- Promo image
- 十月初五的月光
- Genre: Modern drama
- Created by: Chan Bo-Wah Chan Bo-Yin Man Kin-Fai Ko Wai-Man
- Starring: Julian Cheung Charmaine Sheh Nancy Sit Steven Ma Michael Tong
- Theme music composer: Cho Kyu-man
- Opening theme: "Wishing Kwan Well" by Julian Cheung
- Ending theme: "Cannot Forget" by Steven Ma
- Country of origin: Hong Kong
- Original language: Cantonese
- No. of episodes: 20

Production
- Producer: Tsui Yu-On
- Production locations: Macau Hong Kong
- Running time: approx. 45 minutes (each)

Original release
- Network: TVB
- Release: 10 July – 4 August 2000

= Return of the Cuckoo =

Return of the Cuckoo (Traditional Chinese: 十月初五的月光, literally "The Moonlight at the 5th of October [Street]", also known as 澳門街, literally "The Streets of Macao") is a 20-episode TVB drama broadcast between July 2000 and August 2000. It was originally produced to be a sitcom, however later edits made the production into a regular drama.

==Synopsis==
As a child, Man Cho (Julian Cheung) was rendered mute as a result of the cruel actions of his mother and was adopted by the kind-hearted Ah Kiu (Nancy Sit). Man Cho grew up with Ah Kiu's daughter Kwan-Ho (Charmaine Sheh), and the two eventually develop romantic feelings for one another. Man Cho is extremely self-sacrificing, has an inferiority complex due to his disability, and therefore feels unworthy for Kwan-Ho. Ah Kiu is also against their relationship and things are further complicated when Szto Lai-Sun (Steven Ma) enters the picture after falling for Kwan-Ho too.

==Cast==
- Julian Cheung as Man Cho 文初 (age 23)
- Charmaine Sheh as Chuk Kwan-Ho 祝君好 (age 22)
- Nancy Sit as Chu Sa-Kiu or Kiu Yee
- Steven Ma as Szto Lai-Sun
- Michael Tong as Kam Sing 金勝 (age 25)
- Sherming Yiu as Kong Yi-Man
- Johnny Ngan as Chuen Hoi-King
- Irene Wong as Wong Hoi-Lam
- Manna Chan as Man Chu Sha-Wah
- Helen Ma as Wu Tao

==Sequel & Remake==
The sequel film Return of the Cuckoo was released in the fall of 2015. It is a continuation of the story where the drama left off.

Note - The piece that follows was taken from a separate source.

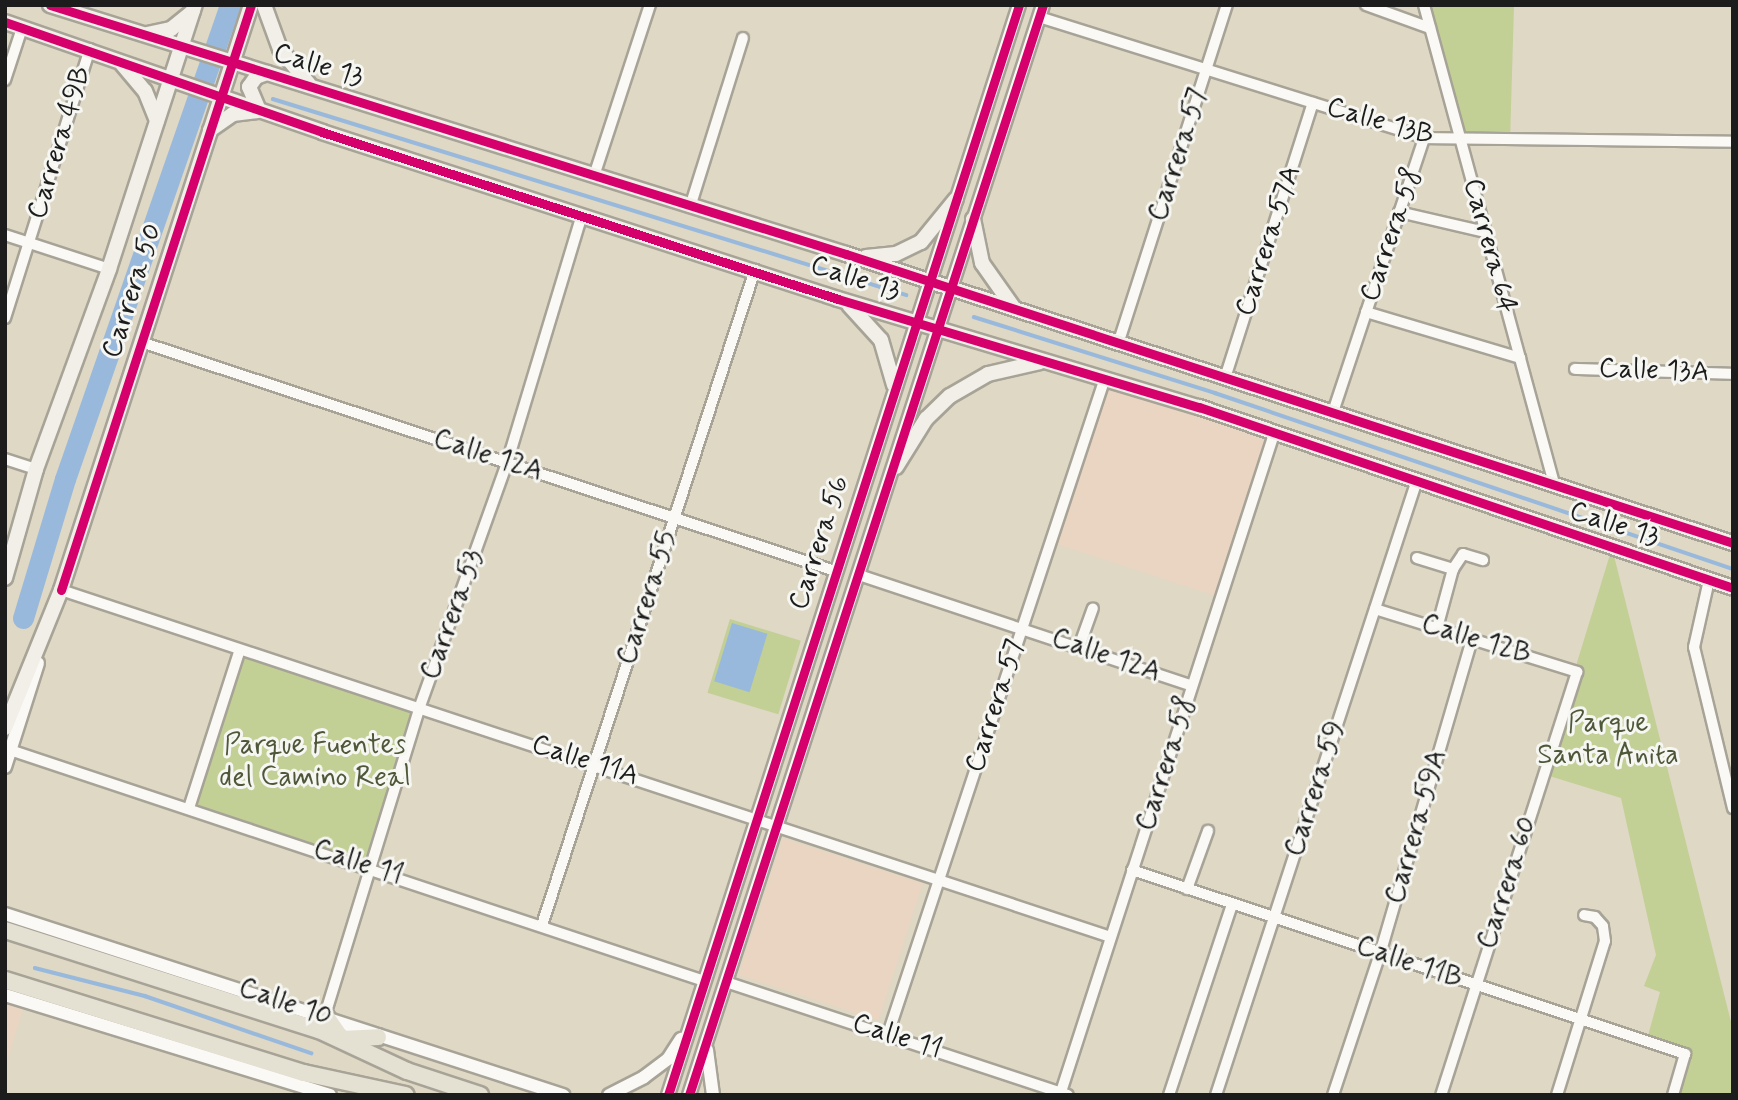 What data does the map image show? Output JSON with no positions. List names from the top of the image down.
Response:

A remake under the same title in Chinese, but titled A Love of No Words in English, was released in November 2021 on TVB starring Regina Ho and Hubert Wu. However, it immediately received criticism from audiences despite only several episodes having aired.

==Awards and achievements==
TVB Anniversary Awards (2000)
- "Favorite On-screen Partners" (Julian Cheung and Charmaine Sheh - Man Chor and Chuk Kwan-Ho)
- "Top 10 Favorite Television Characters" (Julian Cheung - Man Chor)
- "Top 10 Favorite Television Characters" (Charmaine Sheh - Chuk Kwan-Ho)
- "Top 10 Favorite Television Characters" (Nancy Sit - Chu Sa-Kiu)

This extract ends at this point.